Comme d'habitude, des drapeaux soudanais ont accompagné les cortèges, certains les agitant, tandis que d'autres les portaient sous forme de toges. Les deux drapeaux, celui du Soudan à son indépendance (bleu, jaune, vert) et le drapeau actuel « rouge, vert, noir, blanc », se côtoyaient (voir notre article sur la symbolique des drapeaux au Soudan). Des banderoles des comités de résistances de chaque quartier et les banderoles des partis politiques étaient également brandies.

On pouvait également voir les banderoles du mouvement « en colère ». Connu par sa radicalité, ce mouvement est composé de militant-e-s issu-e-s de différents groupes politiques aussi de personnes non affiliées. Equipé-e-s de lunettes pour se protéger des gaz lacrymogènes, de gants pour relancer ces gaz sur la police sans se brûler, et de casques pour se protéger des balles réelles, ils et elles sont toujours en première ligne et se donnent pour mission d’ouvrir le passage pour les manifestant-e-s pour confronter directement les forces de l’ordre. Depuis quelques mois, ils et elles sont devenu-e-s comme les spécialistes des manifestations, et tout le monde compte sur eux ; et ce sont également elles et eux qui subissent le plus la répression.

"En colère sans frontière", banderole du mouvement "en colère" dans la manifestation du 06/04/2022 à Khartoum

La générosité des habitant-e-s au service des révolutionnaires

Pour lutter contre les températures élevées, certain-e-s manifestant-e-s ont fait des trous dans des bouteilles d'eau et s'en sont servis pour se vaporiser le visage, tandis que d'autres ont choisi de se mettre de la glace sur la tête. Un certain nombre de participant-e-s au cortège étaient présent-e-s pour assurer la distribution d'eau, de dattes et de collations au reste de leurs camarades, tandis que d'autres ont partagé leurs réserves d’eau et de nourriture avec ceux qui rejoignaient cortège sans provisions.

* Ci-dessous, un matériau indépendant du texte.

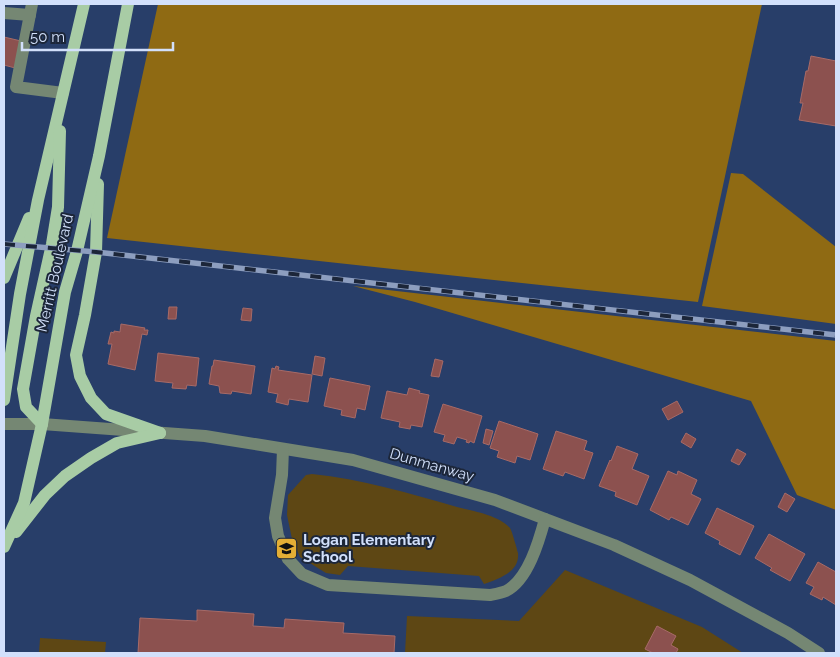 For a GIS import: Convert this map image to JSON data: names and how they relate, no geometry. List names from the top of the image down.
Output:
{
  "streets": {
    "main road": ["Merritt Boulevard"],
    "street": ["Dunmanway"]
  },
  "crossings": [
    ["Merritt Boulevard", "Dunmanway"]
  ],
  "places": {
    "school or university": ["Logan Elementary School"]
  },
  "scale_bar": "50 m"
} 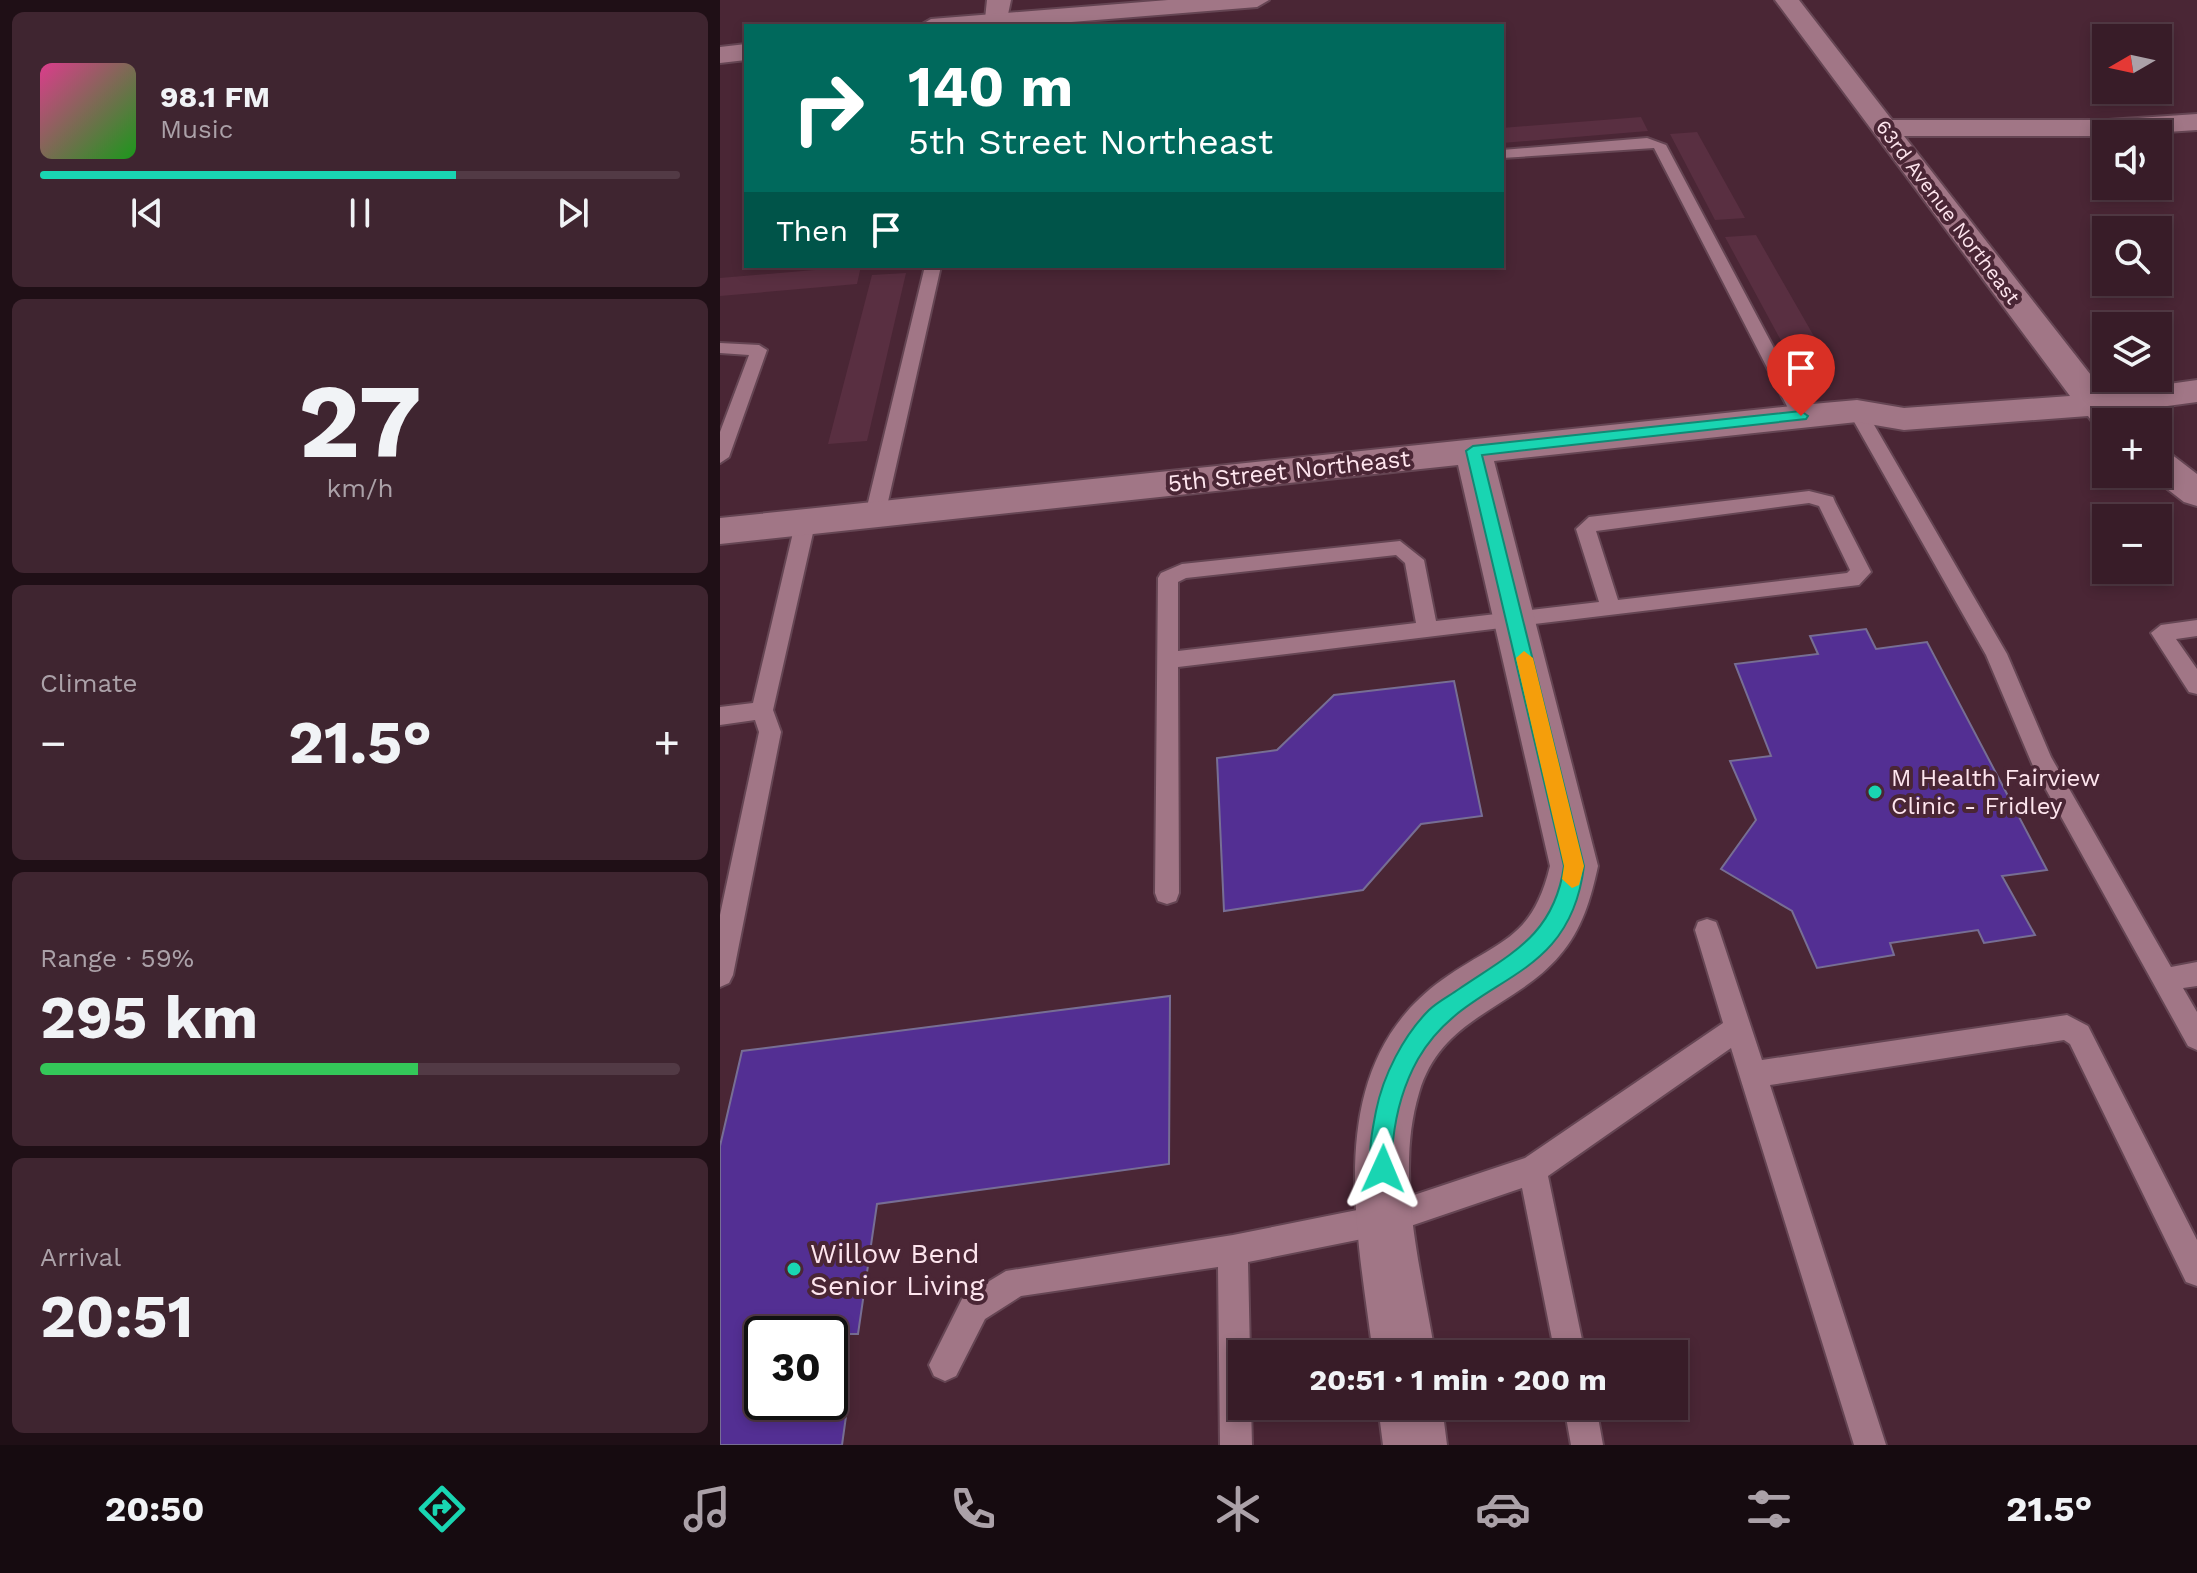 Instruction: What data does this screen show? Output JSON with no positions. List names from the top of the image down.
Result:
{
  "streets": {
    "street": ["63rd Avenue Northeast", "5th Street Northeast"]
  },
  "crossings": [
    ["63rd Avenue Northeast", "5th Street Northeast"]
  ],
  "places": ["M Health Fairview Clinic - Fridley", "Willow Bend Senior Living"],
  "north": "left",
  "page": {
    "map_buttons": ["+", "−"],
    "turn": ["140 m", "5th Street Northeast"],
    "song": ["98.1 FM", "Music"],
    "then": "Then",
    "tile": [
      ["27", "km/h"],
      "Climate",
      ["Range · 59%", "295 km"],
      ["Arrival", "20:51"]
    ],
    "heat": ["−", "21.5°", "+"],
    "limit": "30",
    "trip": "20:51 · 1 min · 200 m",
    "tabs": ["20:50", "21.5°"]
  }
}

Les citoyen-ne-s soudanais-e-s à Khartoum et dans d’autres villes ont aussi eu un rôle fondamental pour soutenir les manifestant-e-s dans ces conditions difficiles. Ils et elles ont ouvert les portes de leurs maisons pour accueillir les manifestant-e-s qui s'étaient retirés des cortèges en fuyant les gaz et la répression. Ces habitant-e-s leur ont fourni de l'eau, des boissons et des collations pour l’iftar de Ramadan. D'autre part, un grand nombre de manifestant-e-s ont rompu leur jeûne dans les rues, notamment dans la rue de l’aéroport, une des rues principales à Khartoum.

Rupture du jeûne dans les rues de Khartoum après la manifestation, 06/04/2022

Scènes drôles

Mardi, lors d’une conférence de presse, la journaliste Safaa Al-Fahal, a fait le buzz sur les réseaux sociaux lorsqu’elle a lancé une chaussure à la tête d’Al-Tom Hajo, chef du groupe du « Consensus national » qui est la fraction du parti des Forces de la liberté et du changement qui a choisi de rejoindre et soutenir les militaires après le coup d’Etat. 

Enthousiasmés par l’humour et l’audace de la jeune journaliste, mercredi de nombreux-ses manifestant-e-s arboraient fièrement des banderoles indiquant « Safa al-Fahal me représente » ou levant des bâtons au bout desquels ils avaient installé une chaussure.  

Manifestant brandissant une chaussure en hommage à l'acte courageux de Safaa El-Fahal

Le bilan de la manifestation par les comités de résistance

Les manifestant-e-s sont donc sorti-e-s en masse dans tout le pays le jour de cet anniversaire du 6 avril, espérant répéter le scénario de deux révolutions au Soudan pour lesquelles cette date a été un tournant vers la victoire.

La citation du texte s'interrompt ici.